■ EXERCISE INSTRUCTIONS: Only the lines that include "absolute" should be copied from the data below.

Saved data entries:
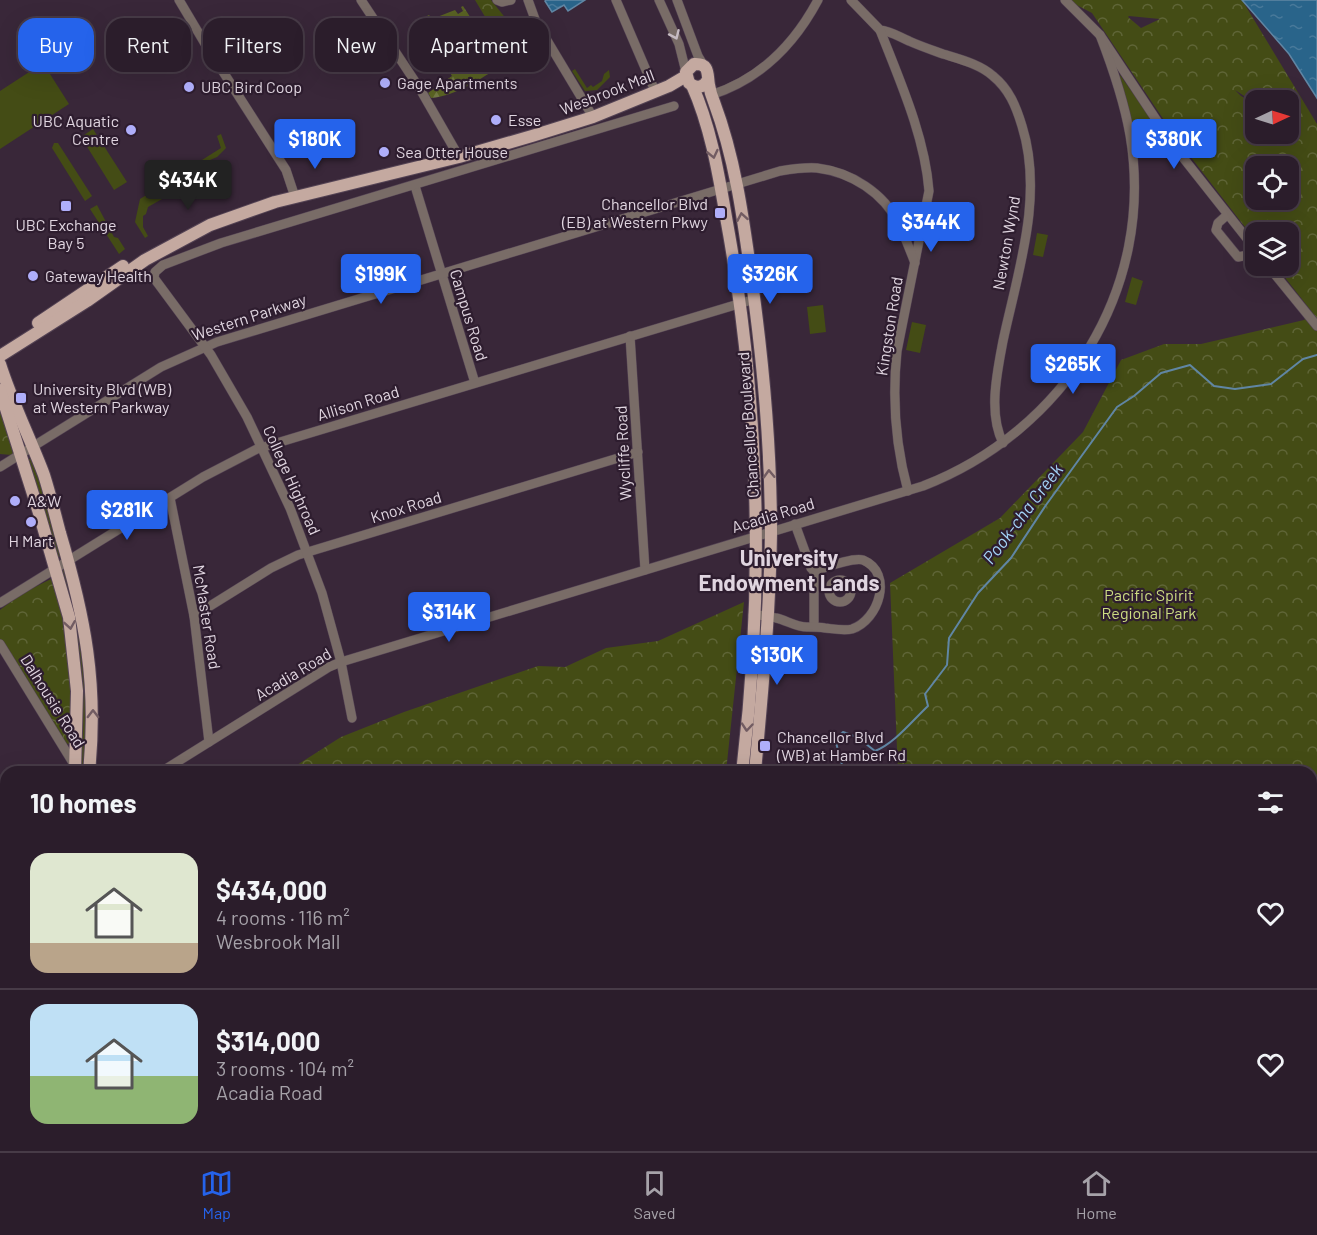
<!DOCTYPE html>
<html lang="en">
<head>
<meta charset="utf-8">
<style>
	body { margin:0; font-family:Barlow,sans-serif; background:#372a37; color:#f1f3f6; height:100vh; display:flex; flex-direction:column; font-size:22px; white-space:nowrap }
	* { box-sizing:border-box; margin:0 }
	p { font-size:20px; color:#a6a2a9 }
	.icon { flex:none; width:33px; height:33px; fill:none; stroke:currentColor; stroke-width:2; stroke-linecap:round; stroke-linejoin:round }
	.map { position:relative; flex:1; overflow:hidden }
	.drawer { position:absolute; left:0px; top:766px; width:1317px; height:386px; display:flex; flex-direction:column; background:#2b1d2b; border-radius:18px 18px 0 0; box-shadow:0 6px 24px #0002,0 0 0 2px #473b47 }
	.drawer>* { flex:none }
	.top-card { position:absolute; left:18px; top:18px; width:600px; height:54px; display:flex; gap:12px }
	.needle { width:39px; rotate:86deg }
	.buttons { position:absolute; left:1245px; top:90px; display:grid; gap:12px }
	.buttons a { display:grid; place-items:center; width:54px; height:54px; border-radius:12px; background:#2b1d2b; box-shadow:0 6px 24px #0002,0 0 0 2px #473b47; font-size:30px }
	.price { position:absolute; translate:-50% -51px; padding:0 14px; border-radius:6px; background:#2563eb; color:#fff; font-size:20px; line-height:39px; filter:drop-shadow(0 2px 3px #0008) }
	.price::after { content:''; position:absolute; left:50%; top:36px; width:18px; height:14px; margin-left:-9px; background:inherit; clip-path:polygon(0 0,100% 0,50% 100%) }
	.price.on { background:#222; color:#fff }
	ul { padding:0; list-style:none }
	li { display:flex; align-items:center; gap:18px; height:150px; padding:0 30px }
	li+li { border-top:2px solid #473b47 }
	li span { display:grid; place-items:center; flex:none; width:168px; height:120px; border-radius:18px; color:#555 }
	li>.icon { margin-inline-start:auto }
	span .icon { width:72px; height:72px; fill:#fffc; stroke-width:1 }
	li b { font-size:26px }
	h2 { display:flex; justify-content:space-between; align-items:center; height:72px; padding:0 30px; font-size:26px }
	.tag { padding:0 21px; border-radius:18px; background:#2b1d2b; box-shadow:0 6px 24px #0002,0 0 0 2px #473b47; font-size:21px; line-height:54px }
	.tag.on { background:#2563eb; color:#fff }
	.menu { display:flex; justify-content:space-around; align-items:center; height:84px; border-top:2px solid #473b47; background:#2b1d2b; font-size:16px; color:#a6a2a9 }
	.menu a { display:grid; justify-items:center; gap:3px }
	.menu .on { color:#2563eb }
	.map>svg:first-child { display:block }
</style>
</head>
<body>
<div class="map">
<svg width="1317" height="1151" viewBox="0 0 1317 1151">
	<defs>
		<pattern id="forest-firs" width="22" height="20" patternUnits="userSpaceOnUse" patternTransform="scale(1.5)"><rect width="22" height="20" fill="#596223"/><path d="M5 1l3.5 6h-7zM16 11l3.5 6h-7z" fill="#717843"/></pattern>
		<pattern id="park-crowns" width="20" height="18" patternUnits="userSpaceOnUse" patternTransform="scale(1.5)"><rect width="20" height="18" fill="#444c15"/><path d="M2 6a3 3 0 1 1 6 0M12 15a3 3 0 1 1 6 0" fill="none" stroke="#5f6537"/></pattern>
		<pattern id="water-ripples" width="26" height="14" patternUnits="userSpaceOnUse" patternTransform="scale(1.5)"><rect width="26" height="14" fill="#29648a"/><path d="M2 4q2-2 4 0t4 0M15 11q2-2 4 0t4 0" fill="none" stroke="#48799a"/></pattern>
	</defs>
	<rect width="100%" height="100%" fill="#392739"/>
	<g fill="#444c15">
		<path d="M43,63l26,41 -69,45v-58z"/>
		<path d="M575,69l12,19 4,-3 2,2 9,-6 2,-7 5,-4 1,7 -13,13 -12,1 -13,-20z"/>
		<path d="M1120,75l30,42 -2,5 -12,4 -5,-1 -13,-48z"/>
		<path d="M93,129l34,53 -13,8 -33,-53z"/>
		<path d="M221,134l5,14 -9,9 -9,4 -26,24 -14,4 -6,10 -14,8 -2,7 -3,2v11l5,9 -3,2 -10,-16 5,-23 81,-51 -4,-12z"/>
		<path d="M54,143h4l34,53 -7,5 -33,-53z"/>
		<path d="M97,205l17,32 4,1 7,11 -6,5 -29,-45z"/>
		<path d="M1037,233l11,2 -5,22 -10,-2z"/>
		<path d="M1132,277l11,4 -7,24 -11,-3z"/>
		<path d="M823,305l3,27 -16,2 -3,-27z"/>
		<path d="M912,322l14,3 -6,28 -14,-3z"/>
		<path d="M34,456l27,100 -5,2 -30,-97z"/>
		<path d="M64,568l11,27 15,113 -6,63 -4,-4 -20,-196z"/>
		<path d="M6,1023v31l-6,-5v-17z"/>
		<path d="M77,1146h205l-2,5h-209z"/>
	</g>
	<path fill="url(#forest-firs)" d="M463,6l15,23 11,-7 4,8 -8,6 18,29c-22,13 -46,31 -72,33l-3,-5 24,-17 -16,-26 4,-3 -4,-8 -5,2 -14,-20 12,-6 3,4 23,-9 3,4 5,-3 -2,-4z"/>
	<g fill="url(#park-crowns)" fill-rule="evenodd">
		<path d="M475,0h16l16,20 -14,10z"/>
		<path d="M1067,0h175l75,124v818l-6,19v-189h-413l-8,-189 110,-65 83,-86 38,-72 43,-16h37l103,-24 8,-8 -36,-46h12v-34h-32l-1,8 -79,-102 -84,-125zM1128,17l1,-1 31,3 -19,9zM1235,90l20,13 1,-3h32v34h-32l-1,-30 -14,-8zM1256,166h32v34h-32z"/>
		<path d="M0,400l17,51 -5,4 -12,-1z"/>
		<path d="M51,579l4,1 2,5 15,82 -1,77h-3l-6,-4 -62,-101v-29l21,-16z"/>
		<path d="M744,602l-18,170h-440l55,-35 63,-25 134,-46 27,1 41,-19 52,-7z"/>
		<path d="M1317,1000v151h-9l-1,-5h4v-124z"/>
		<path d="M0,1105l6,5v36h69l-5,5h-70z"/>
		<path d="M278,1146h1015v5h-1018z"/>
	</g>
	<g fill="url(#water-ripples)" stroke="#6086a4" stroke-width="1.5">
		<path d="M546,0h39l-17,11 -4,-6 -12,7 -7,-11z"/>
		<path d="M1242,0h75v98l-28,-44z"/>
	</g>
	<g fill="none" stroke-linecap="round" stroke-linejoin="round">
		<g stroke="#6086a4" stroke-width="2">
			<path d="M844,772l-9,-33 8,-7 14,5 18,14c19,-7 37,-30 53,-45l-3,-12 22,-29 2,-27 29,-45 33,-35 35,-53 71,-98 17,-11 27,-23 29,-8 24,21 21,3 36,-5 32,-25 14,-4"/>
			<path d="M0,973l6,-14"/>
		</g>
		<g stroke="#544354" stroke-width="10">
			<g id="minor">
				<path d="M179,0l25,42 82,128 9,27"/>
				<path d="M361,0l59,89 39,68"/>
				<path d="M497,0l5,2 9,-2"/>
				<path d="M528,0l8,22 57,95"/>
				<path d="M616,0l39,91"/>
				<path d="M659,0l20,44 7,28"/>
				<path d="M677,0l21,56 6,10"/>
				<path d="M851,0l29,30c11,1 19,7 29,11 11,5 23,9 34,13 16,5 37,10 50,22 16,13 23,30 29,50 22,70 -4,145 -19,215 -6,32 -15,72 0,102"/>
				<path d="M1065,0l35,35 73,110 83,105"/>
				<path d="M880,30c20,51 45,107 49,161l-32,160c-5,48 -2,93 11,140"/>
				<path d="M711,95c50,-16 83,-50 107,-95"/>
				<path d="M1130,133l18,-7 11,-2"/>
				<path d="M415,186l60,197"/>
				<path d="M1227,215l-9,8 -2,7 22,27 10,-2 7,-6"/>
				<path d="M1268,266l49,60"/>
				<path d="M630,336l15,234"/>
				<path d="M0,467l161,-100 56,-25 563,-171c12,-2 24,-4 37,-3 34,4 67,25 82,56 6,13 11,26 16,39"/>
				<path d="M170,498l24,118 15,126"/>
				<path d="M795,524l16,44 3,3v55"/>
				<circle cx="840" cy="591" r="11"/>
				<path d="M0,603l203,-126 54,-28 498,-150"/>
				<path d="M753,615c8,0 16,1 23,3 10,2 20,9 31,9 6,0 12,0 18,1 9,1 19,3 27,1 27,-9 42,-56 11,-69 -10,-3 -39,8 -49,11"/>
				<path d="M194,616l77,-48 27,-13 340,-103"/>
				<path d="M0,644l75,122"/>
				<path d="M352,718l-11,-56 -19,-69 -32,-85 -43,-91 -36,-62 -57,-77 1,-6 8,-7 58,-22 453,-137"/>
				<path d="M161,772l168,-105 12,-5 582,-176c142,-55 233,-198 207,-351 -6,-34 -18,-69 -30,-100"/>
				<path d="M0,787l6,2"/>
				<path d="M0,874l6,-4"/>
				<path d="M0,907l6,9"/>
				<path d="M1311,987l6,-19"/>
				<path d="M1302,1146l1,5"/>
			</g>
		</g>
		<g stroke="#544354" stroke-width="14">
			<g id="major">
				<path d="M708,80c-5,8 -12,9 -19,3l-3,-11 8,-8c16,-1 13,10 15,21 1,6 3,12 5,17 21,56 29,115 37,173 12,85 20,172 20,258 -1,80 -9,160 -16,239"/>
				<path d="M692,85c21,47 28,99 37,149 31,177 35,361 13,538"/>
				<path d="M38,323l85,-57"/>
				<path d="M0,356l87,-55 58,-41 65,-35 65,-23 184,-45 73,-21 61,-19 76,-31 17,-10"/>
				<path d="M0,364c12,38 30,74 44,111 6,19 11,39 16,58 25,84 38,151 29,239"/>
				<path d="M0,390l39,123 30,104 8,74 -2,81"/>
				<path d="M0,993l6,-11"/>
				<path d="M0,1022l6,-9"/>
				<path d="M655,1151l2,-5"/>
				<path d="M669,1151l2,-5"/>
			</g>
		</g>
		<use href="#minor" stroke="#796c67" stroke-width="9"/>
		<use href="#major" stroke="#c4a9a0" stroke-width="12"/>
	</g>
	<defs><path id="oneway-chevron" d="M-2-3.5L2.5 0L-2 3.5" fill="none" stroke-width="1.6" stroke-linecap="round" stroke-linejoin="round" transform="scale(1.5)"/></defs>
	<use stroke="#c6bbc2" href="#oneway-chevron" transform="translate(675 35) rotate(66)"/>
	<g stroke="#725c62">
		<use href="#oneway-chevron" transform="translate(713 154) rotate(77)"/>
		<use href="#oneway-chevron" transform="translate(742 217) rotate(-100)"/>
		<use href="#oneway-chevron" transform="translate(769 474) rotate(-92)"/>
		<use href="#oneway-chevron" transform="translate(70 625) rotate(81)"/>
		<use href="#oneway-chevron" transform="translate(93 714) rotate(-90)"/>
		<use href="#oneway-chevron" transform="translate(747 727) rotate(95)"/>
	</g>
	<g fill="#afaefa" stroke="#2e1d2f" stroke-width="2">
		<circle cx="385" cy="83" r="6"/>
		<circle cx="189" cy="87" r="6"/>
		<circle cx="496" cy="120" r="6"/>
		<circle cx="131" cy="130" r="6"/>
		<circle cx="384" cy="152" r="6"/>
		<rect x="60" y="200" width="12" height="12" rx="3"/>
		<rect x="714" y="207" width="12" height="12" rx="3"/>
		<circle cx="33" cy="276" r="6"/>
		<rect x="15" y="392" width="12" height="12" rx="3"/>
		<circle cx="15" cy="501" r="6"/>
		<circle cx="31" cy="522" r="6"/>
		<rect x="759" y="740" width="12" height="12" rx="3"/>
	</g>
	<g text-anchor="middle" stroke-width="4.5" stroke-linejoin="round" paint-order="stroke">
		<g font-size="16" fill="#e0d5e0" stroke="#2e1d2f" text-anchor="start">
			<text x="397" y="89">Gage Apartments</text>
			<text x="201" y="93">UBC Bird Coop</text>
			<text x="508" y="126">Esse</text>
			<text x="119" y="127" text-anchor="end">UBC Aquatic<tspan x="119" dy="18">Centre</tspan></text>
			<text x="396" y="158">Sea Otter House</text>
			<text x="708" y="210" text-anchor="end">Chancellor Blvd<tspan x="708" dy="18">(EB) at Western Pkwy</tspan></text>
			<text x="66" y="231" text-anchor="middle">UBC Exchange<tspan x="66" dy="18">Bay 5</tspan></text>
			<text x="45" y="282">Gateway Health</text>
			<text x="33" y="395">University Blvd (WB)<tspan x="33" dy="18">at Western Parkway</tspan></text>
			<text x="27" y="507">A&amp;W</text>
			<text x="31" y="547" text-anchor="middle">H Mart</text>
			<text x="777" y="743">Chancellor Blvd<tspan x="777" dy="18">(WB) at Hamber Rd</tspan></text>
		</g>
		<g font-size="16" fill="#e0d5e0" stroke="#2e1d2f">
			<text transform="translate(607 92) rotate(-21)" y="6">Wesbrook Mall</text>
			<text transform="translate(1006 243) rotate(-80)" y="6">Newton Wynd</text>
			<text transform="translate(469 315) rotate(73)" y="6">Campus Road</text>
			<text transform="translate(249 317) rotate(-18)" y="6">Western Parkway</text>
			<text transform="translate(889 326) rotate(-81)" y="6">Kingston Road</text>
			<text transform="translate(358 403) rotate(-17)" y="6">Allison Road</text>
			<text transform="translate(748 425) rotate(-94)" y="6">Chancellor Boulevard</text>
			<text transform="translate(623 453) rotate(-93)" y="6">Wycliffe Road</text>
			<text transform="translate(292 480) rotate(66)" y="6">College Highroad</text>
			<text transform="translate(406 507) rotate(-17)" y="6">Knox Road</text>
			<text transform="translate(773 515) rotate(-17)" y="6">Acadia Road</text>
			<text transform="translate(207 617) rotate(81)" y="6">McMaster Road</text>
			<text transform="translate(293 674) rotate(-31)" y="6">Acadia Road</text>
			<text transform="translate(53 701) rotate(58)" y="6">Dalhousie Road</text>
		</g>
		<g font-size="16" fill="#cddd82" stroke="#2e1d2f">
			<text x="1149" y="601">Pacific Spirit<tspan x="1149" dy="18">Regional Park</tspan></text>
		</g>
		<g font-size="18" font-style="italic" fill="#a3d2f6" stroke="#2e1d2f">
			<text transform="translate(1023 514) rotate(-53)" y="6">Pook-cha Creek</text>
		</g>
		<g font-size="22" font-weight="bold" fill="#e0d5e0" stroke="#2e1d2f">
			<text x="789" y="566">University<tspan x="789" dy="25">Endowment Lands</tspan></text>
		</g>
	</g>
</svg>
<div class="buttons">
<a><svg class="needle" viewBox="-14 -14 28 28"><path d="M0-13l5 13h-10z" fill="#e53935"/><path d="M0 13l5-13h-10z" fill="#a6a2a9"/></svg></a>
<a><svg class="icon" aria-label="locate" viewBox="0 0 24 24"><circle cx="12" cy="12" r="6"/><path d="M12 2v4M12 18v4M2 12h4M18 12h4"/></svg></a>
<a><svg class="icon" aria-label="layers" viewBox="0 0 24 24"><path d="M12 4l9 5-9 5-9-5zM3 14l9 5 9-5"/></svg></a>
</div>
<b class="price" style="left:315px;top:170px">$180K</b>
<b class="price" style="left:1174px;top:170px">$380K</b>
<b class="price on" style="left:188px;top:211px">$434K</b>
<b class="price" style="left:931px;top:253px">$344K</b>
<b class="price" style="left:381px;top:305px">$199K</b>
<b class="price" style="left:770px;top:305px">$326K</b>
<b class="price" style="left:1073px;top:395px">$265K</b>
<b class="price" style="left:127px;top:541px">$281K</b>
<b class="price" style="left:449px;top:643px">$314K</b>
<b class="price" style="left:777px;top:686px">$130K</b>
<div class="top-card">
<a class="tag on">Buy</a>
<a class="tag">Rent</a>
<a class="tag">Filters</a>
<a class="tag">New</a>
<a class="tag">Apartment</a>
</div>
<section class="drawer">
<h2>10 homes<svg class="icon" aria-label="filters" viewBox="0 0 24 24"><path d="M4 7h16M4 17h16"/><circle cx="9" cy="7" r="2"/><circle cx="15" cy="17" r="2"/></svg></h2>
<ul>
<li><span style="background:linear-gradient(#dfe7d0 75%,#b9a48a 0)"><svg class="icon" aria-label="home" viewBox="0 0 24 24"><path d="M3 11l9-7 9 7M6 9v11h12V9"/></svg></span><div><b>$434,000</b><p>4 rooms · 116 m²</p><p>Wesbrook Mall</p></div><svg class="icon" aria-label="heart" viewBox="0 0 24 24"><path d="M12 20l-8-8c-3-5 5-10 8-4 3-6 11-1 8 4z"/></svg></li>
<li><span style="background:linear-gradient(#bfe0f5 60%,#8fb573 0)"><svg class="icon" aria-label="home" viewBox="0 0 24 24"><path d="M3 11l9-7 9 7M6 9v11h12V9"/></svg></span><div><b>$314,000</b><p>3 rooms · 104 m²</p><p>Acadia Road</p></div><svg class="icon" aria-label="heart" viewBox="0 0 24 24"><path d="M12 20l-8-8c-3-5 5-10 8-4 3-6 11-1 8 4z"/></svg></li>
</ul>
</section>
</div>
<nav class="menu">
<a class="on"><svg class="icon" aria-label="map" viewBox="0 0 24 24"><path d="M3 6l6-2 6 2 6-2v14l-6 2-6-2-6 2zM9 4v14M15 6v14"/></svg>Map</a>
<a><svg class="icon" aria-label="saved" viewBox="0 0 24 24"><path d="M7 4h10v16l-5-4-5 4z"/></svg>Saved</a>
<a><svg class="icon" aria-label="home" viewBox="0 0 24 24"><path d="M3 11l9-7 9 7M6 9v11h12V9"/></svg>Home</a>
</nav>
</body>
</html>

■ SOLUTION FOR THIS PROBLEM:
	.drawer { position:absolute; left:0px; top:766px; width:1317px; height:386px; display:flex; flex-direction:column; background:#2b1d2b; border-radius:18px 18px 0 0; box-shadow:0 6px 24px #0002,0 0 0 2px #473b47 }
	.top-card { position:absolute; left:18px; top:18px; width:600px; height:54px; display:flex; gap:12px }
	.buttons { position:absolute; left:1245px; top:90px; display:grid; gap:12px }
	.price { position:absolute; translate:-50% -51px; padding:0 14px; border-radius:6px; background:#2563eb; color:#fff; font-size:20px; line-height:39px; filter:drop-shadow(0 2px 3px #0008) }
	.price::after { content:''; position:absolute; left:50%; top:36px; width:18px; height:14px; margin-left:-9px; background:inherit; clip-path:polygon(0 0,100% 0,50% 100%) }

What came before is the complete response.